Choosing your signals
Once you have set up OpenTelemetry on Platon, the next question is when to add a metric, when to add a log, and when to add a span. This page describes how the three signals relate, and offers some heuristics for choosing between them.
The three signals
Each signal is best suited to a different question.
- Metric — how often, how fast, or how big something is. Anything you want to graph or alert on. Cheap to aggregate across billions of events, but not useful for debugging one specific request.
- Log — what happened on a single request. Rich narrative. Essential for error context, audit trails, and post-hoc investigation. Expensive to aggregate at scale.
- Trace — why a specific request was slow, or how a request moved across services. The timeline of one request, made up of spans. Rarely read in bulk, but powerful when you have a problematic request.
The signals overlap. You can count log events. You can put narrative text in a span attribute. But each signal has a different cost profile, and each is optimized for a different question.
Practical heuristics
| You want to answer… | Reach for… |
|---|---|
| "User 42 clicked enroll" (business event) | Log |
| "How many enrollments per minute?" | Metric (counter) |
| "What is the p95 of enrollment latency?" | Metric (histogram) |
| "Why is enrollment slow for course X today?" | Trace |
| "How many enrollments failed in the last hour?" | Metric counter, with logs for drill-down |
| "Did this request actually reach the eligibility-checker?" | Trace |
| "Show me every request that hit endpoint Y with status 500" | Log |
| "Is our error rate climbing?" | Metric and alert |
Common anti-patterns
- Logging what should be a metric. Emitting
logger.info("order placed")for every order and then counting log lines is slow and expensive. Use a counter, and reserve the log line for a business-meaningful event with context. - Metricifying what should be a log. Attaching
user_idas a metric label turns one time-series into millions. Mimir pays for every unique label combination — high cardinality is the most common way to overload a metrics backend. - Putting bulk payload data in span attributes. Spans have attribute size limits, and Tempo query costs scale with span size. Do not put an entire JSON request body in a span.
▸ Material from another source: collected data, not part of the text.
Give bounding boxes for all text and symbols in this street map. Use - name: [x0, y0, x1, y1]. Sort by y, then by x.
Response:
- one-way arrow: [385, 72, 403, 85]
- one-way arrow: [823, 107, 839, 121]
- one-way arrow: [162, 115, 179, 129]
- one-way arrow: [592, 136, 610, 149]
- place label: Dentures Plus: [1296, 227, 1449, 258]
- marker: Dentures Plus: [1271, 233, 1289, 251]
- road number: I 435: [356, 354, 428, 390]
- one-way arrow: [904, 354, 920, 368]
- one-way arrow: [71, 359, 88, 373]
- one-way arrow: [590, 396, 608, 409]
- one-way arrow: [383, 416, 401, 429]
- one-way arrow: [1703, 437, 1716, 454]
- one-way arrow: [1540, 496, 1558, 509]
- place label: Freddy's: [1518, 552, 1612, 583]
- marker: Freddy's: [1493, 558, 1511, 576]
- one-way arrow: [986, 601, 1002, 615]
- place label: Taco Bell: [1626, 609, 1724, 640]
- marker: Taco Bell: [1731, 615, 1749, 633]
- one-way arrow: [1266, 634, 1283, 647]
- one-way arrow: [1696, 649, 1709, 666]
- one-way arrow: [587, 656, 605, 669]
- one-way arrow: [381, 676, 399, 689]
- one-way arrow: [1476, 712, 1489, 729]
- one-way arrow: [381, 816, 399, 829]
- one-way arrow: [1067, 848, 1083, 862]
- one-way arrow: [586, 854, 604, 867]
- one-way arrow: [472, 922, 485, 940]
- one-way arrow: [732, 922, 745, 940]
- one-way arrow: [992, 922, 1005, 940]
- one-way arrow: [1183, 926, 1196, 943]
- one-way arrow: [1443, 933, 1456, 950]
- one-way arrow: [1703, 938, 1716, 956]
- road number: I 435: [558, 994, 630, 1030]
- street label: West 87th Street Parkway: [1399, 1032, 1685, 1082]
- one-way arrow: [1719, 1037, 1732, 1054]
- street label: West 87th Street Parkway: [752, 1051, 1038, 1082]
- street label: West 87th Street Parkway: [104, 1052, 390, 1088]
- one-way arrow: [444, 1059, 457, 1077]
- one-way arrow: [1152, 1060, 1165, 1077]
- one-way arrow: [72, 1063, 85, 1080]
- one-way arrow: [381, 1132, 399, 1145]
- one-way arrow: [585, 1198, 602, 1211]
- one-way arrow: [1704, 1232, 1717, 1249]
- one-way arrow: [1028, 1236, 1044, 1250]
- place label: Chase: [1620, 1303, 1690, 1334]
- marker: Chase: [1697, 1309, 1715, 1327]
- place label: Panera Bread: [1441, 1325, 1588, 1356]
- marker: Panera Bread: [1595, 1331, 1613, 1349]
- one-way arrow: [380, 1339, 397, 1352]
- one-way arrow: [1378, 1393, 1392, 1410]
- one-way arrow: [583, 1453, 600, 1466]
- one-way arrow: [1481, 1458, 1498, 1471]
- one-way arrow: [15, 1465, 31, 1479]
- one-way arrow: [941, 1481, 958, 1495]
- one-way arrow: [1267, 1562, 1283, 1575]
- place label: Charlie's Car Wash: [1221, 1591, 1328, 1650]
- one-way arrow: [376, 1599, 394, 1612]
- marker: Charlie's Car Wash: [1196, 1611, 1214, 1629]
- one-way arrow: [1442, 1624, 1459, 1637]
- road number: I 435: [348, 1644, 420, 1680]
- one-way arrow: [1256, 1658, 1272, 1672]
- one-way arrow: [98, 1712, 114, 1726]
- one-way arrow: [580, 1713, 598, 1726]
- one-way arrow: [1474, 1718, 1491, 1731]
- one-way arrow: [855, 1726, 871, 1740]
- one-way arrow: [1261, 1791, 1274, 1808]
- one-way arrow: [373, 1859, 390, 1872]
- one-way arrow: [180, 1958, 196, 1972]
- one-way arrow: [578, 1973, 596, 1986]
- Alerting on log patterns instead of metrics. Log-based alerts are fragile (they break when the log format changes) and expensive (grepping Loki at scale is slow). Emit a metric when the event happens, and alert on the metric.
Tracing across services
Tracing is most valuable when it crosses service boundaries — one trace captures the enrollment request hitting enrollment-service, which calls eligibility-checker, which calls course-catalog. For this to work, trace context must propagate between services.
In most cases you do not write propagation code yourself. OTel auto-instrumentation sets and reads the W3C traceparent HTTP header in virtually every mainstream HTTP client and server, and in several message-queue libraries. Adding the SDK and enabling auto-instrumentation is enough.
Cases where you may need to handle propagation manually:
- Custom HTTP clients that do not use an auto-instrumented library.
- Message queues your OTel distribution does not instrument (rare today — Kafka, RabbitMQ, and NATS are all covered).
- Background jobs with no incoming request (the job is the root span and there is no header to read).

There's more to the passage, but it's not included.